Thursday, February 15, 2007

How To Assess The Market Opportunity In Online Influence On Offline Spending

OK. I am still pondering that new Jupiter research report that talks about the influnce of online research on in store sales. This report stated that there was $100 billion in eCommerce sales in 2006. If you apply the generic rule that the typical comparison shopping engine (CSE) gets a lead/commission fee of about 2% (of each dollar spend in revenue) for all the high-value traffic that they send to online retailers, this equates out to about $2 billion in revenue. So all the CSEs and affiliates out there collectively share in this $2 billion pie. This is a crowded and highly competitive market. A market that is predicted by the same report to become stagnant and flat in the not so distant future.
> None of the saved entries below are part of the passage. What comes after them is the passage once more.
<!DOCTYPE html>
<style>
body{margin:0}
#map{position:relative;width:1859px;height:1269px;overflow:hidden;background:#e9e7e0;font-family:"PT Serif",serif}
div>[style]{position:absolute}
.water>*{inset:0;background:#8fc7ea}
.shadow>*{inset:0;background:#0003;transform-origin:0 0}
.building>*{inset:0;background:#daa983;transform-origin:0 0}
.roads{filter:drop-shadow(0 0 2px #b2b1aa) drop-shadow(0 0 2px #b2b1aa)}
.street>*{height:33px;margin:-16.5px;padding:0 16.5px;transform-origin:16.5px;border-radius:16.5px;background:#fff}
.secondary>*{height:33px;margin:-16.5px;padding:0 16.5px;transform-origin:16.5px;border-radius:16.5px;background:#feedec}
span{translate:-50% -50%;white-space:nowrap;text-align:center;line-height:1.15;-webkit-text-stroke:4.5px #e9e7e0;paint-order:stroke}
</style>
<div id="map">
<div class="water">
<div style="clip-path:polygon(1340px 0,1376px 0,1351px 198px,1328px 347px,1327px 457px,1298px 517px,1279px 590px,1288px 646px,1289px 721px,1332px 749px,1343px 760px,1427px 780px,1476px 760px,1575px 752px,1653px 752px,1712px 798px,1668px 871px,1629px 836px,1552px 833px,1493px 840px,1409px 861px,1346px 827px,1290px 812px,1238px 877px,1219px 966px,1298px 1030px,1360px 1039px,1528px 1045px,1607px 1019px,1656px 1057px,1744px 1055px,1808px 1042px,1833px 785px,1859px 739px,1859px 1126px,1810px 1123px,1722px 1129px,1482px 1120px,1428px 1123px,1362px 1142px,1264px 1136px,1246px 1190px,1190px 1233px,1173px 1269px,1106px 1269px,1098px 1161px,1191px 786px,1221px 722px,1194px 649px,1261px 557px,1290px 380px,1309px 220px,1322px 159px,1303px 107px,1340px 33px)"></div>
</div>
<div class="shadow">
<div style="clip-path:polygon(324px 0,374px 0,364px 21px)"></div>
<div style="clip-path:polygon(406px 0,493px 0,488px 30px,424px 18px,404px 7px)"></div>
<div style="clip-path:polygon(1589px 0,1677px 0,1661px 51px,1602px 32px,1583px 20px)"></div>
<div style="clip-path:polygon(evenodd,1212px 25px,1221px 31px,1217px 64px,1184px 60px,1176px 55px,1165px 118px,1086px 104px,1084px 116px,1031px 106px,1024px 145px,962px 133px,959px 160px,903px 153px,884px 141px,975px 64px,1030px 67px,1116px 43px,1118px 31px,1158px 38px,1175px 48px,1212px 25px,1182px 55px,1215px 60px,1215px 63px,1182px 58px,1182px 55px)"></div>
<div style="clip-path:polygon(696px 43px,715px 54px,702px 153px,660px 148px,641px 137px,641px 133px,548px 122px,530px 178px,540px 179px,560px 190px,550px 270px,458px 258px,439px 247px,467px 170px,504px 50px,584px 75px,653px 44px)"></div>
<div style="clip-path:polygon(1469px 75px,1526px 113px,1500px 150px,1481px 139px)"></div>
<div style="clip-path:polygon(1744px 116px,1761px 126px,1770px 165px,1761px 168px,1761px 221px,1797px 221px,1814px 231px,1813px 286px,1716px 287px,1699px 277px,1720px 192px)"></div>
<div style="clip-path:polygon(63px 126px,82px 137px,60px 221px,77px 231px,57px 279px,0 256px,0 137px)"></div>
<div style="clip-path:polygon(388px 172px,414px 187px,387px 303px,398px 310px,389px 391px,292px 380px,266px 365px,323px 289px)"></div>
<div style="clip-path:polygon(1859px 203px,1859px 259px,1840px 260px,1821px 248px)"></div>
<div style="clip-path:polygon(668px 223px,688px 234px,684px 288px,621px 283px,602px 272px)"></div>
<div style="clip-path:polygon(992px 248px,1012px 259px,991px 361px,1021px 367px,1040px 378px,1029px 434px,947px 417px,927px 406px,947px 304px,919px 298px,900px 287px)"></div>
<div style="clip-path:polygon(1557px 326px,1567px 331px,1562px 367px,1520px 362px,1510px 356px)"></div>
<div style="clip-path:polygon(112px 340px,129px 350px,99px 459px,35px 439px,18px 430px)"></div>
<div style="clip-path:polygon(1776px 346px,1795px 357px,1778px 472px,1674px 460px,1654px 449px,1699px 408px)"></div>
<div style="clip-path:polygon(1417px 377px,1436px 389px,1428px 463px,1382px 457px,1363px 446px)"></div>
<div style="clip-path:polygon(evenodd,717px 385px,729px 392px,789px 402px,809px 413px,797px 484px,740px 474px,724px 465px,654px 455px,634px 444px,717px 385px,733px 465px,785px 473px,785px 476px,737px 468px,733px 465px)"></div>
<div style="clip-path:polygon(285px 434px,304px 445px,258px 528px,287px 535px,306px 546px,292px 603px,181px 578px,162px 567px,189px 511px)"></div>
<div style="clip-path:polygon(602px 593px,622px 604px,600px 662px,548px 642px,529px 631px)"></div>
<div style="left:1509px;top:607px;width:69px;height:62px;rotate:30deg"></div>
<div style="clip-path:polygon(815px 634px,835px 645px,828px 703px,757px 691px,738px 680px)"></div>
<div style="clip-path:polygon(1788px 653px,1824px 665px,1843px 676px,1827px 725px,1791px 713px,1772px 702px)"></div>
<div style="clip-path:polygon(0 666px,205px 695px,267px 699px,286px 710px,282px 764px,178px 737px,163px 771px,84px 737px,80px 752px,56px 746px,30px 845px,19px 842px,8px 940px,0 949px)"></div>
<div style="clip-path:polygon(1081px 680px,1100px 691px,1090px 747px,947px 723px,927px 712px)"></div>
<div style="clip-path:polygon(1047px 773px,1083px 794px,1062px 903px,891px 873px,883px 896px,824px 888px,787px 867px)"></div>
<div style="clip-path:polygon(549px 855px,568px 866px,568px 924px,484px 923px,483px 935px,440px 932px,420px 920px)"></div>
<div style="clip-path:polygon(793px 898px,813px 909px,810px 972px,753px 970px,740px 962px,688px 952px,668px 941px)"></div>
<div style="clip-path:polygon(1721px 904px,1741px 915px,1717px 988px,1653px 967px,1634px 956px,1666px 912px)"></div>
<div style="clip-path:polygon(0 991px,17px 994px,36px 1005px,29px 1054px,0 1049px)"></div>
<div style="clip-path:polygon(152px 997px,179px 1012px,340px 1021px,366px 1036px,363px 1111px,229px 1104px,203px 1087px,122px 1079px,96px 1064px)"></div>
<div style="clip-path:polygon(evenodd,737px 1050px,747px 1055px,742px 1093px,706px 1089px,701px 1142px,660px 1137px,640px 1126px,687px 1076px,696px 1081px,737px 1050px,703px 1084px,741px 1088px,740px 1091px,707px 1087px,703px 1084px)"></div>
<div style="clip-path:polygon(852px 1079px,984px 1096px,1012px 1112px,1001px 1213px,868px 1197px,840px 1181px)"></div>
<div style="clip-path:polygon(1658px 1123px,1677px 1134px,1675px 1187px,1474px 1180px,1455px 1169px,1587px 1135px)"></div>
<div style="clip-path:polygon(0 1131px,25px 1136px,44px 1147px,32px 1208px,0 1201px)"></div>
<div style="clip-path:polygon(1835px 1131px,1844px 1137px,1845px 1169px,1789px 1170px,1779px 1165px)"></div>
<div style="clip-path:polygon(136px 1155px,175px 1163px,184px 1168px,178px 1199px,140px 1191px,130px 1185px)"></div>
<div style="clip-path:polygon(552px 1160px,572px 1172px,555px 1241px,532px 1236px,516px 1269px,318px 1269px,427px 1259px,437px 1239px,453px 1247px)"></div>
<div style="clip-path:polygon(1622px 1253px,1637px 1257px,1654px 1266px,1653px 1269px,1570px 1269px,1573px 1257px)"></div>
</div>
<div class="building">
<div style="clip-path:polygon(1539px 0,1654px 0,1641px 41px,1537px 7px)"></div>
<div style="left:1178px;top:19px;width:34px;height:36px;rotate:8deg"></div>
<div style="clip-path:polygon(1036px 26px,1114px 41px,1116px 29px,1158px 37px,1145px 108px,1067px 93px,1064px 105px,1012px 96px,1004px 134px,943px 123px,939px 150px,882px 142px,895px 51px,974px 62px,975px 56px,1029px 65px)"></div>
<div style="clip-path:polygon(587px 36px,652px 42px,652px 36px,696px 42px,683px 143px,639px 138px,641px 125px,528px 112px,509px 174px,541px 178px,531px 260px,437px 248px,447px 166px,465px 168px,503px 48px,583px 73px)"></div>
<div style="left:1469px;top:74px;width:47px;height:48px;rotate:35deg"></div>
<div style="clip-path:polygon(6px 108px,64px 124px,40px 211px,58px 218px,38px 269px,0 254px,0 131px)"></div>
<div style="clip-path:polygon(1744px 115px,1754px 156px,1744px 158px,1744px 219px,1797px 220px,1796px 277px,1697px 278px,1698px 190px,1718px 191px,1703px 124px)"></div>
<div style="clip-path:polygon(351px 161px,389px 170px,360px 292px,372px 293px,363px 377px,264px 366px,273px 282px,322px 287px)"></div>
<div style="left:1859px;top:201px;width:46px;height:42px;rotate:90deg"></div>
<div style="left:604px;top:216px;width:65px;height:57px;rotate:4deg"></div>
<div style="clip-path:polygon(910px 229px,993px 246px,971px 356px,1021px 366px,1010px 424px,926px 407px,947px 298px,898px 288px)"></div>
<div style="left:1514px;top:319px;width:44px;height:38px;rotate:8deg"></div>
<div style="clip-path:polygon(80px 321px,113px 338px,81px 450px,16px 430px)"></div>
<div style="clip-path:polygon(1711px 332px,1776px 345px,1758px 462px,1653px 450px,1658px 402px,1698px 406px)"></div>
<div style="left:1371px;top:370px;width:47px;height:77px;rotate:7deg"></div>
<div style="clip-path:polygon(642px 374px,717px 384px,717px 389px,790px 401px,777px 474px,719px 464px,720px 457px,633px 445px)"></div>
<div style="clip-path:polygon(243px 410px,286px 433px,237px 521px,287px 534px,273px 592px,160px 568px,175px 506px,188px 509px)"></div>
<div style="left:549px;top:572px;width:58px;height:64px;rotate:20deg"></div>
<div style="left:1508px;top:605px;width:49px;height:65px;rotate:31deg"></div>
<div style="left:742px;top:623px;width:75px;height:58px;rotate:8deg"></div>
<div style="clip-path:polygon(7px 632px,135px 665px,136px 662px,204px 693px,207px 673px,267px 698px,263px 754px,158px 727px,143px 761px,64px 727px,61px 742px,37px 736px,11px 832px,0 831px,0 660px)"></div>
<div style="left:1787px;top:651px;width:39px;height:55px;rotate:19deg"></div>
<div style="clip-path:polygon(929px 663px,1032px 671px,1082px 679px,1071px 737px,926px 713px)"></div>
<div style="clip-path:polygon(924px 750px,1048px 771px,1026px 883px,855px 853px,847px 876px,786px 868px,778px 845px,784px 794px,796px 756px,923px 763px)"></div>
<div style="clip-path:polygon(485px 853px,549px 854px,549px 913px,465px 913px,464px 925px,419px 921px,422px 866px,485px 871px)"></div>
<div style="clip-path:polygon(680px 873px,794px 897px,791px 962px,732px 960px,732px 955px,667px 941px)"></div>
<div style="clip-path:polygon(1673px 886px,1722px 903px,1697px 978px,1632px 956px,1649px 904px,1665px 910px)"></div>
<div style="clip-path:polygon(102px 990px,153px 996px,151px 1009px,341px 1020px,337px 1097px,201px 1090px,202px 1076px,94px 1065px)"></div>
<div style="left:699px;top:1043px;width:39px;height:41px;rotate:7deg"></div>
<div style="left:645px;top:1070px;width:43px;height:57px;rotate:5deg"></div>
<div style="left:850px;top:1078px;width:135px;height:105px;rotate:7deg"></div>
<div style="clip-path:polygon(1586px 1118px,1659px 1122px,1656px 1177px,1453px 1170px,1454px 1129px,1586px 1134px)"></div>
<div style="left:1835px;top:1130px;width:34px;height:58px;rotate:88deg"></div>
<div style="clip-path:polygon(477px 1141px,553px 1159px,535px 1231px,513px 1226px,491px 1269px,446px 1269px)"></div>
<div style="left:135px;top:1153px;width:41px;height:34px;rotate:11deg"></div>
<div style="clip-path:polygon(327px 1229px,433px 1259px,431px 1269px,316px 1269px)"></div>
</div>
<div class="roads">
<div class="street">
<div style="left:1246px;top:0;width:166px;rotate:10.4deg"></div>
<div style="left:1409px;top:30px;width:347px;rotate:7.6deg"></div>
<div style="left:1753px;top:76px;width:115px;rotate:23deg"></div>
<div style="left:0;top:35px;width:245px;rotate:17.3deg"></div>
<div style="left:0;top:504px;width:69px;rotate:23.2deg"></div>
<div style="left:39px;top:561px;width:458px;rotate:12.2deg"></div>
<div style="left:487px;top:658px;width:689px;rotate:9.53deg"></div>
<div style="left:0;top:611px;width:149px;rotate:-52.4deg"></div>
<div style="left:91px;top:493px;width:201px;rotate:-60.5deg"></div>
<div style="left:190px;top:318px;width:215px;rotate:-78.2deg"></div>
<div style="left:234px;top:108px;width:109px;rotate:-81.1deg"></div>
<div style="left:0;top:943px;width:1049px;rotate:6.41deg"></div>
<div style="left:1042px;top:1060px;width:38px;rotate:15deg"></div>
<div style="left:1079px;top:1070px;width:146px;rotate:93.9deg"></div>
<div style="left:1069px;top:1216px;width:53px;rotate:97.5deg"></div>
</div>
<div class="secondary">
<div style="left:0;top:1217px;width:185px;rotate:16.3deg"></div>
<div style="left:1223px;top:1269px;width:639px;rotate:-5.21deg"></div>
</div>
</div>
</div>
So rather than chasing the eCommerce marketplace, why not target the off-line sales that are directly influenced by online research? Seems pretty obvious to me. Less players. Bigger market. A market that is growing (vs becoming flat like eComm). If you applied the same math as above to the in-store spending that is influenced by online research, this market is about $200 billion by year 2011 (the overall pie is about $1 trillion in 2011).

So why doesn't the same model of lead generation and traffic hold true for web - to - store purchases? Tracking, tracking and tracking. There is just not the level of reporting and tracking of these leads.

My mission is to prove that the same referral model that happens online should and does absolulty hold true for web to store sales.